POSIX cksum and Boost.CRC

POSIX cksum and Boost.CRC - c++

I'm trying to implement the simple POSIX cksum using Boost.CRC.
The code I'm using amounts to this:
for(int i = 1; i<argc; ++i)
{
support::file current(argv[i], support::file::access::read);
size_t octets = 0;
boost::crc_32_type crc;
while(true)
{
size_t bytes_read = current.read_some(buffer_size, buffer);
octets += bytes_read;
crc.process_bytes(&buffer[0], bytes_read);
if(bytes_read < buffer_size)
break;
}
if(i>1)
support::print("\n");
support::print(boost::lexical_cast<string>(crc.checksum()) + " " + boost::lexical_cast<string>(octets) + " " + argv[i]);
}
Where support::file is a simple fopen/fread binary file I/O wrapper, which I succesfully used for a cat implementation. support::print gives the same output as std::cout, but I need it for reliable non-ASCII output on Windows.
The Boost header has this:
typedef crc_optimal<32, 0x04C11DB7, 0xFFFFFFFF, 0xFFFFFFFF, true, true> crc_32_type;
as the only 32-bit CRC typedef. It gives the wrong answer (checked with GNUWin32 coreutils cksum) for an empty file (touch test && cksum test). I have tried using the above typedef and modifying one or both of the 0xFFFFFFFF values to 0, I get the correct result for an empty file, but any other file still gives different results.
How is Boost.CRC related to the POSIX cksum specification?

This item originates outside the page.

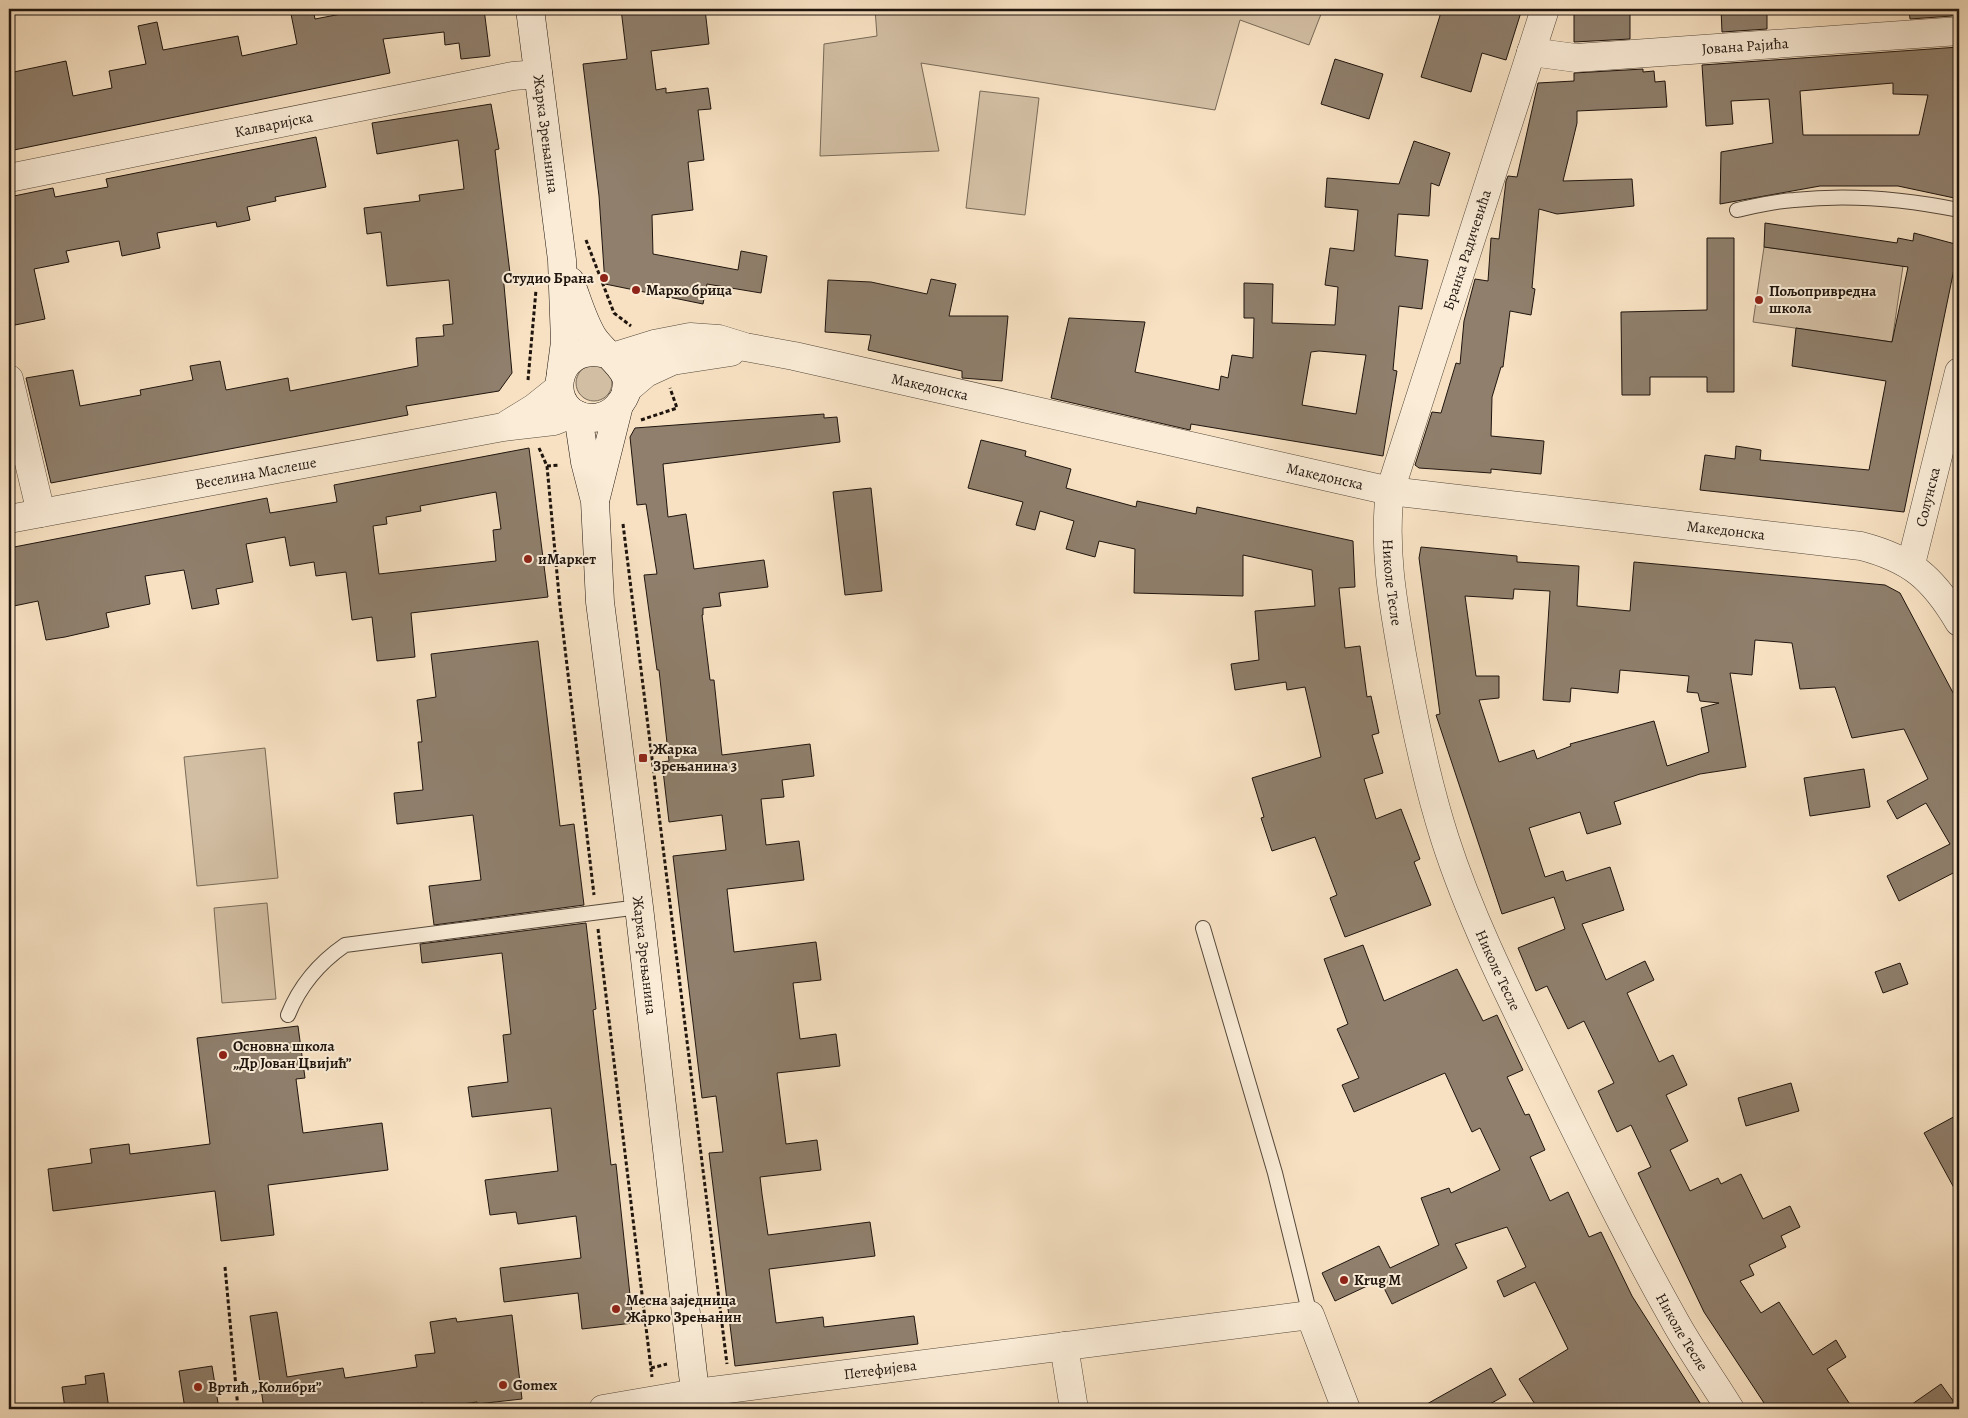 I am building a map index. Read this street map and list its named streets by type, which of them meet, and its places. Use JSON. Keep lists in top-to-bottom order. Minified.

This isn't really an answer to your question, but the results of the investigation that I've carried out. I used to struggle with CRC when I was building a simple implementation of an Ethernet controller in VHDL, and I do realize that implementations can be sometimes very varying due to reasons unknown.
Okay, let's begin. The typedef that you found in boost/crc.hpp :
typedef crc_optimal<32, 0x04C11DB7, 0xFFFFFFFF, 0xFFFFFFFF, true, true> crc_32_type;
Is a simple declaration of a CRC generator that will produce the CRC for Ethernet. The parameters of the template are as follows : Bits (the number of bits output by the generator), TruncPoly (the polynomial used by the generator), InitRem (the initial remainder to be fed into the algorithm before processing the first byte of input), FinalXor (the value that the output value should be XORed with after processing all the bytes of the input), ReflectIn and ReflectRem (if the input bytes and/or the output should be bit-reflected, e.g. bit 0 becomes bit 7, and so on). Ethernet not only requires the output to be calculated with the given polynomial, but it also requires the constraints that you can read from that typedef.
According to the specification of cksum, the typedef for the CRC generator for it should look something like this :
typedef crc_optimal<32, 0x04C11DB7, 0, 0xFFFFFFFF, false, false> cksum_crc_type;
This is because :
The specification doesn't specify a starting value for the generator, thus 0.
The output value should be complemented, according to number 4 of the specification. The same result can be achieved by XORing the value with ones.
Bit reflecting is not mentioned anywhere, and thus will not be performed.
However, there is one significant difference when it comes to cksum as opposed to ordinary CRCs :
(...) followed by one or more octets representing the length of the
file as a binary value, least significant octet first. The smallest
number of octets capable of representing this integer shall be used.
Ordinary CRC generators don't take into account the number of octets that were processed. This would also explain why you got a good result when processing a zero-length file, but a bad one when processing larger files.
Unfortunately, I don't see an easy solution for that problem. I guess what you could do is modify the process_bytes method in a following way :
template < std::size_t Bits, BOOST_CRC_PARM_TYPE TruncPoly,
BOOST_CRC_PARM_TYPE InitRem, BOOST_CRC_PARM_TYPE FinalXor,
bool ReflectIn, bool ReflectRem >
inline
void
BOOST_CRC_OPTIMAL_NAME::process_bytes
(
void const * buffer,
std::size_t byte_count
)
{
unsigned char const * const b = static_cast<unsigned char const *>(
buffer );
process_block( b, b + byte_count );
for(; byte_count; byte_count >>= 8)
rem_ = (rem_ << 8) ^ crc_table_type::table_[((rem_ >> 24) ^ byte_count) & 0xFF];
}
With such an implementation, the method gives the same result as cksum. for loop courtesy of GNU coreutils.
Hope I helped.

Related

Writing a program for a computer that uses Litttle or Big endian. And have the same result [duplicate]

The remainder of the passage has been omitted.